Data to examine:
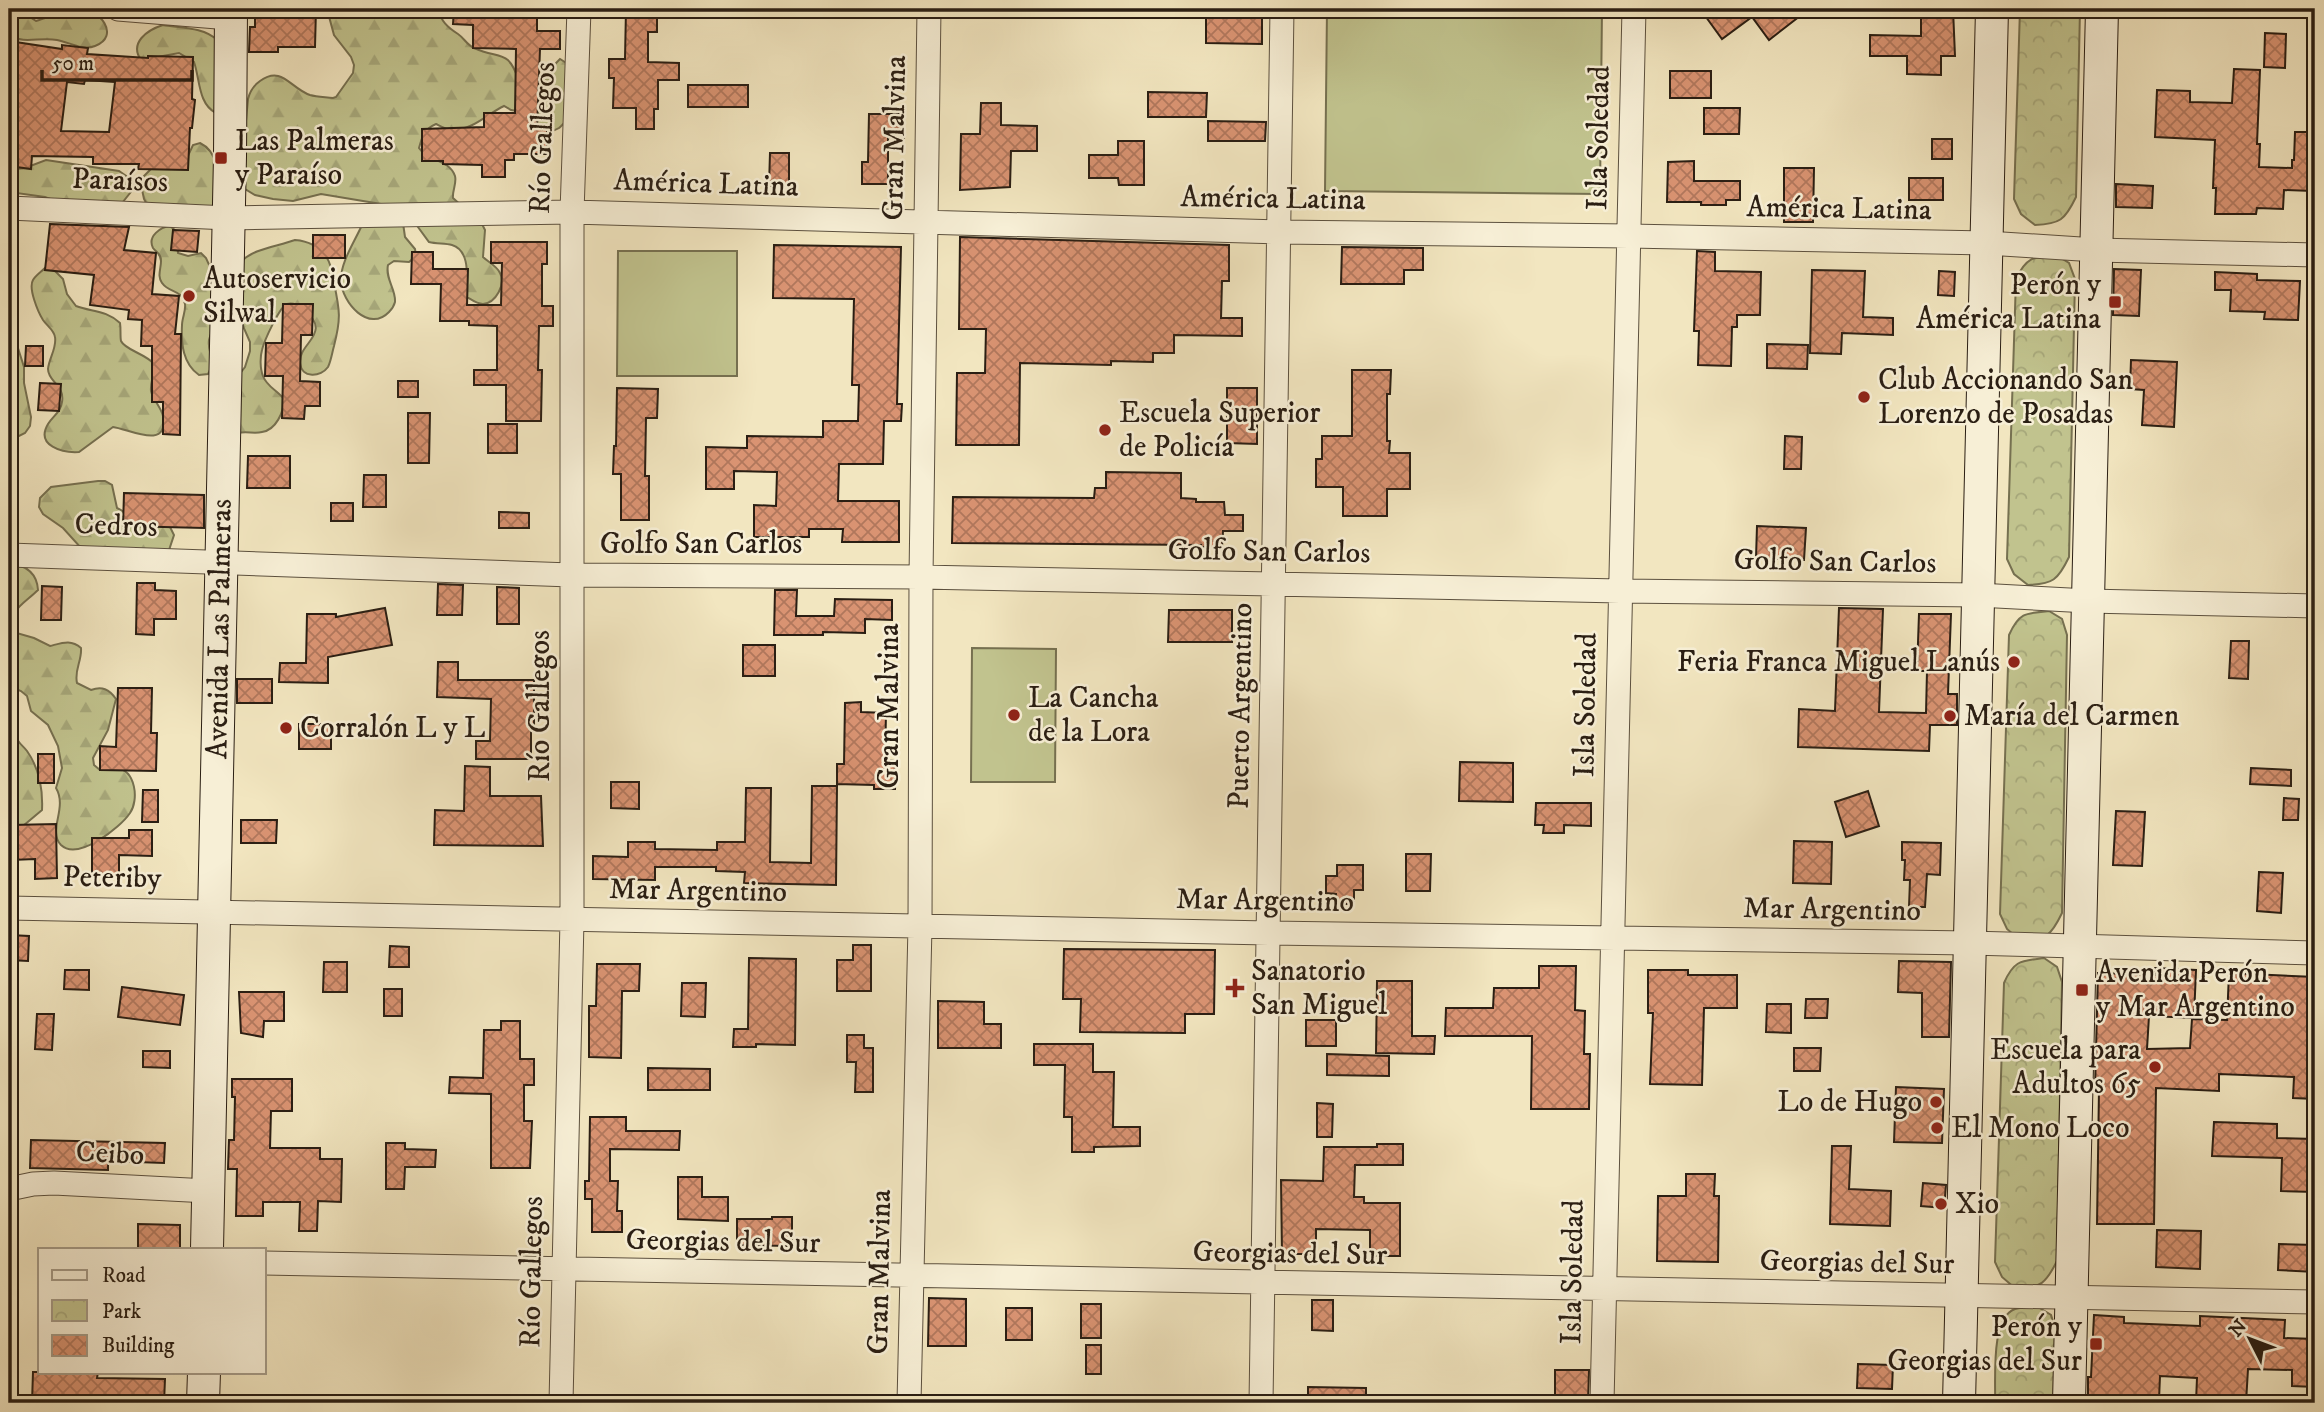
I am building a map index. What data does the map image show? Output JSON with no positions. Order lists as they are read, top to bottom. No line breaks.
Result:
{"streets":{"main road":["Avenida Las Palmeras"],"street":["Río Gallegos","Gran Malvina","Isla Soledad","Paraísos","América Latina","Cedros","Golfo San Carlos","Puerto Argentino","Peteriby","Mar Argentino","Ceibo","Georgias del Sur"]},"crossings":[["Río Gallegos","América Latina"],["Río Gallegos","Golfo San Carlos"],["Río Gallegos","Mar Argentino"],["Río Gallegos","Georgias del Sur"],["Gran Malvina","América Latina"],["Gran Malvina","Golfo San Carlos"],["Gran Malvina","Mar Argentino"],["Gran Malvina","Georgias del Sur"],["Isla Soledad","América Latina"],["Isla Soledad","Golfo San Carlos"],["Isla Soledad","Mar Argentino"],["Isla Soledad","Georgias del Sur"],["Paraísos","América Latina"],["Paraísos","Avenida Las Palmeras"],["América Latina","Avenida Las Palmeras"],["América Latina","Puerto Argentino"],["Cedros","Golfo San Carlos"],["Cedros","Avenida Las Palmeras"],["Golfo San Carlos","Avenida Las Palmeras"],["Golfo San Carlos","Puerto Argentino"],["Avenida Las Palmeras","Peteriby"],["Avenida Las Palmeras","Mar Argentino"],["Avenida Las Palmeras","Ceibo"],["Puerto Argentino","Mar Argentino"],["Puerto Argentino","Georgias del Sur"],["Peteriby","Mar Argentino"]],"places":{"transit":["Las Palmeras y Paraíso","Perón y América Latina","Avenida Perón y Mar Argentino","Perón y Georgias del Sur"],"other":["Autoservicio Silwal","Club Accionando San Lorenzo de Posadas","Escuela Superior de Policía","Feria Franca Miguel Lanús","La Cancha de la Lora","María del Carmen","Corralón L y L","Escuela para Adultos 65","Lo de Hugo","El Mono Loco","Xio"],"health":["Sanatorio San Miguel"]},"legend":["Road","Park","Building"],"scale_bar":"50 m","north":"top left"}
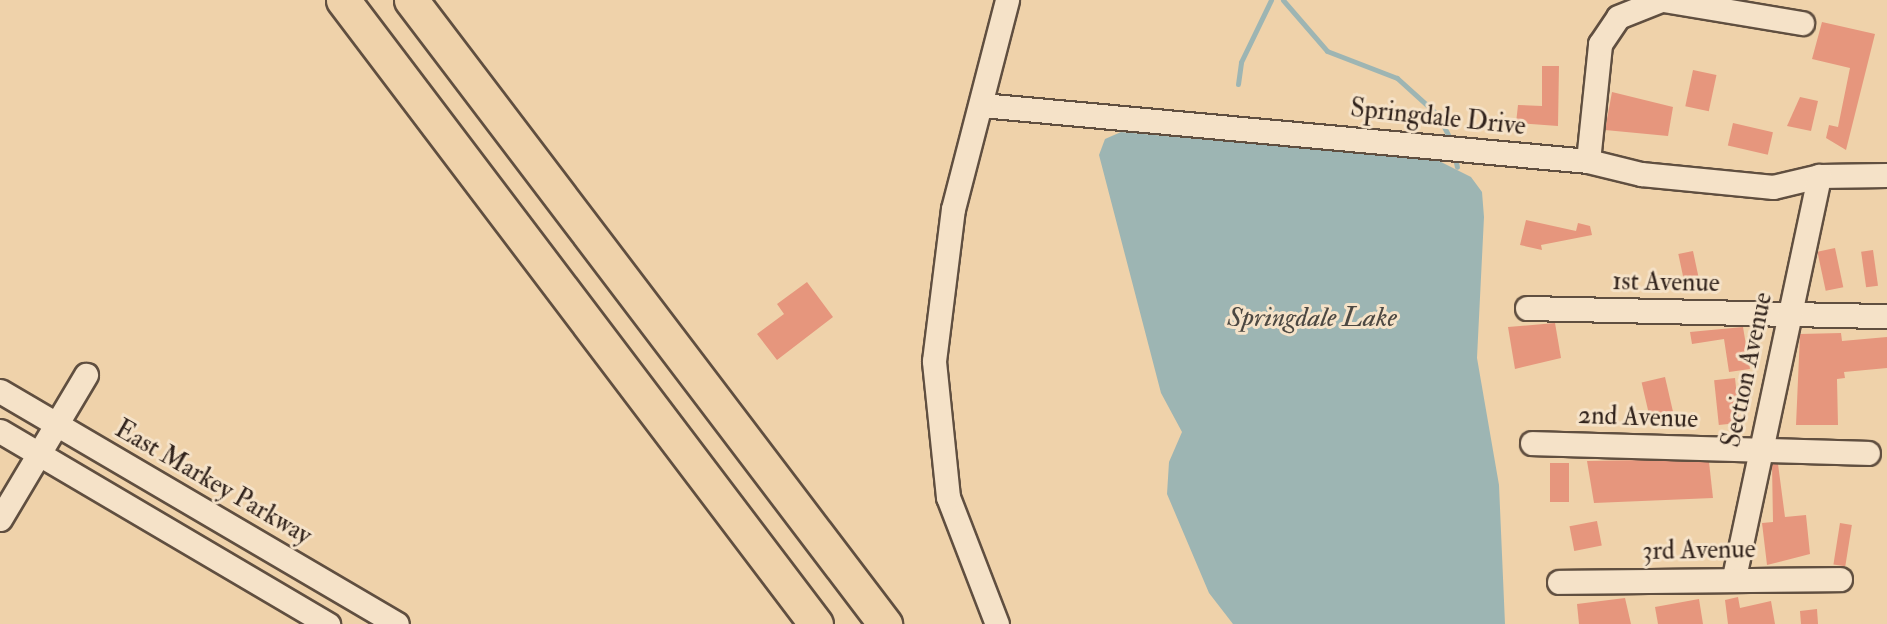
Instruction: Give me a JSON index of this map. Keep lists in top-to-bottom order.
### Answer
{
  "streets": {
    "street": [
      "Springdale Drive",
      "1st Avenue",
      "Section Avenue",
      "2nd Avenue",
      "East Markey Parkway",
      "3rd Avenue"
    ]
  },
  "crossings": [
    ["Springdale Drive", "Section Avenue"],
    ["1st Avenue", "Section Avenue"],
    ["Section Avenue", "2nd Avenue"],
    ["Section Avenue", "3rd Avenue"]
  ],
  "water": ["Springdale Lake"]
}
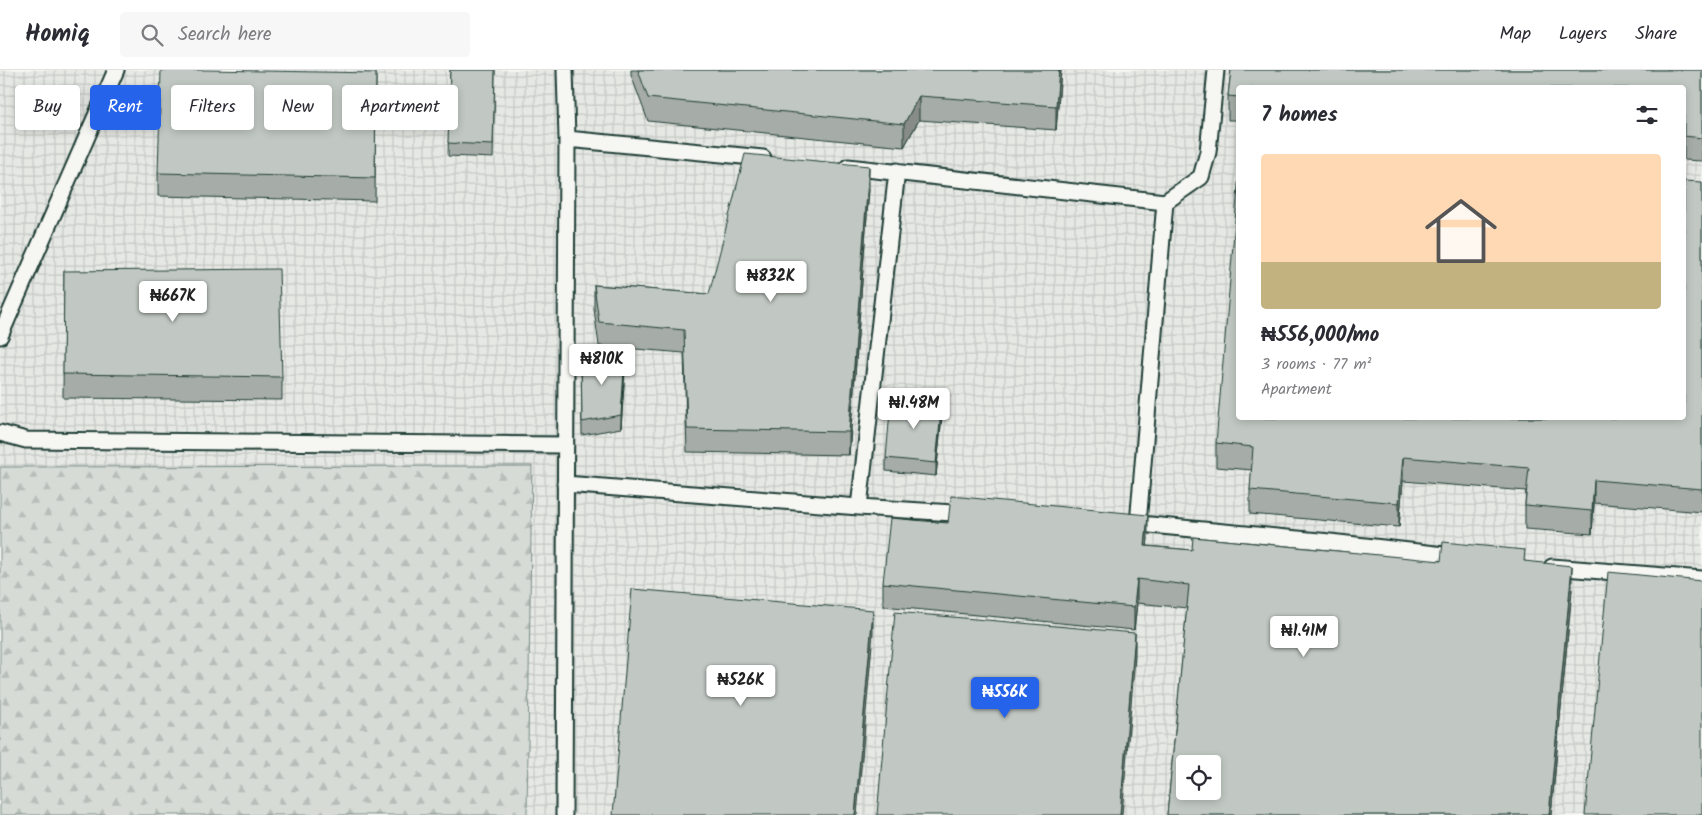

Exercise:
Beginning with the line that contains "Instruction: Give me", output every line down to the last line of the entries above exactly as written, apart from the pictures.

Task result:
Instruction: Give me a JSON index of this map. Keep lists in top-to-bottom order.
### Answer
{
  "streets": {
    "street": [
      "Springdale Drive",
      "1st Avenue",
      "Section Avenue",
      "2nd Avenue",
      "East Markey Parkway",
      "3rd Avenue"
    ]
  },
  "crossings": [
    ["Springdale Drive", "Section Avenue"],
    ["1st Avenue", "Section Avenue"],
    ["Section Avenue", "2nd Avenue"],
    ["Section Avenue", "3rd Avenue"]
  ],
  "water": ["Springdale Lake"]
}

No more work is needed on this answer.